CAS numbers are used to uniquely identify every chemical man can find or dream up. There are a staggering 60,000,000+ in the CAS number registry and 12,000 more are added daily. These numbers have a specific format mask with a check digit at the end. For a project I needed a simple client side CAS# format validation routine, where it checked that the format is legit and the check digit is correct, as opposed to looking up the CAS# in a 60-million row database.

Industry-specific shared code is difficult to find, most of the time it is trapped inside corporate walls. A while ago I searched for a validation routine for the format and checksum of CAS numbers, and although there is one out there now, at the time it had to be written from scratch by anyone who had the need.

I intend to put up more long tail code snipits over time, but to be honest I’m motivated at the moment more by wanting sample code to play with the Google Code Prettifier from my last post.

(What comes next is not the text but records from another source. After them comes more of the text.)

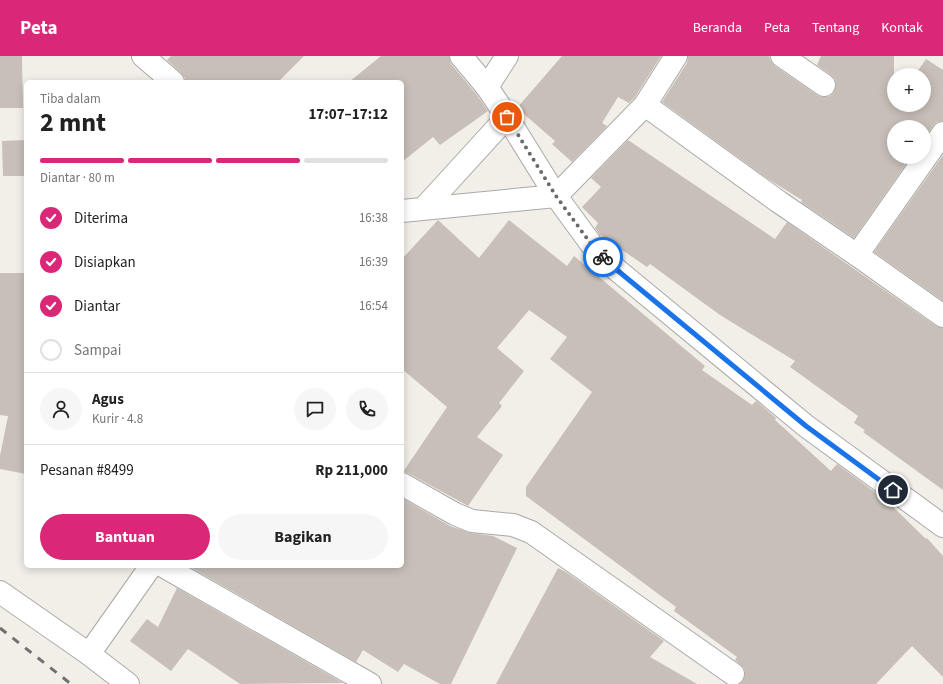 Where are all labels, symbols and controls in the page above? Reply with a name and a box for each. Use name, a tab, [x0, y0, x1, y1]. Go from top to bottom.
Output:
text: Peta	[20, 15, 57, 42]
text: Beranda	[693, 18, 742, 38]
text: Peta	[764, 18, 790, 38]
text: Tentang	[812, 18, 859, 38]
text: Kontak	[881, 18, 923, 38]
map controls	[887, 68, 931, 164]
button: +	[887, 68, 931, 112]
text: Tiba dalam	[40, 90, 101, 108]
pin	[490, 100, 524, 134]
text: 2 mnt	[40, 104, 106, 141]
text: 17:07–17:12	[308, 104, 388, 125]
icon: bag	[496, 106, 518, 128]
button: −	[887, 120, 931, 164]
text: Diantar · 80 m	[40, 169, 115, 187]
icon: check	[40, 207, 62, 229]
text: Diterima	[74, 208, 128, 229]
text: 16:38	[359, 209, 388, 227]
courier	[583, 237, 623, 277]
icon: bike	[592, 246, 614, 268]
icon: check	[40, 251, 62, 273]
text: Disiapkan	[74, 252, 136, 273]
text: 16:39	[359, 253, 388, 271]
icon: check	[40, 295, 62, 317]
text: Diantar	[74, 296, 120, 317]
text: 16:54	[359, 297, 388, 315]
text: Sampai	[74, 340, 121, 361]
button: person	[40, 388, 82, 430]
button: chat	[294, 388, 336, 430]
button: phone	[346, 388, 388, 430]
text: Agus	[92, 389, 124, 410]
text: Kurir · 4.8	[92, 410, 143, 428]
text: Pesanan #8499	[40, 460, 134, 481]
text: Rp 211,000	[315, 460, 388, 481]
pin	[876, 473, 910, 507]
icon: home	[882, 479, 904, 501]
button: Bantuan	[40, 514, 210, 560]
button: Bagikan	[218, 514, 388, 560]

First in Javascript for client-side validation:

// For a properly formed CAS# string, return true or false  
//  depending on if the check digit passes the test.
//  For improperly formed CAS#s, return NaN.
function checkCas(cas) {
    // Check the string against the mask 
    // 1-7 digits, dash, 2 digits, dash, check digit
    if (! (/^\d{1,7}-\d{2}-\d$/.test(cas))) {
        return NaN;
    } else {
        // Remove the dashes
        cas = cas.replace(/\-/g,"");
        // Although the definition is usually expressed as a 
        // right-to-left fn, this works left-to-right.
        // Note the loop stops one character shy of the end.
        var sum = 0;
        for (var indx=0; indx < cas.length-1; indx++) {
            sum+=(cas.length-indx-1)*parseInt(cas.charAt(indx));
        }
        // Check digit is the last char, compare to sum mod 10.
        return parseInt(cas.charAt(cas.length-1)) == (sum % 10);
    }
}

I also converted it to Java for some server-side processing:

/**
 * For a properly formed CAS# string, return true or false
 * depending on if the check digit passes the test.
 * For improperly formed CAS#s throw a ParseException.
 *
 * @param cas The string of the CAS#
 * @return true if the check digit matches.
 */
public static boolean checkCas(String cas) throws ParseException {
    // Check the string against the mask 
    // 1-7 digits, dash, 2 digits, dash, check digit
    if (! cas.matches("^\\d{1,7}-\\d{2}-\\d$")) {
        throw new ParseException(cas,0);
    } else {
        // Remove the dashes
        cas = cas.replaceAll("-","");
        // Although the definition is usually expressed as a 
        // right-to-left fn, this works left-to-right.
        // Note the loop stops one character shy of the end.
        int sum = 0;
        for (int indx=0; indx < cas.length()-1; indx++) {
            sum += (cas.length()-indx-1)*Integer.parseInt(cas.substring(indx,indx+1));
        }
        // Check digit is the last char, compare to sum mod 10.
        return Integer.parseInt(cas.substring(cas.length()-1)) == (sum % 10);
    }
}

Also, for the Java version don’t forget:

import java.text.ParseException;

So that’s about it, just 10 lines of code x2 for today’s post.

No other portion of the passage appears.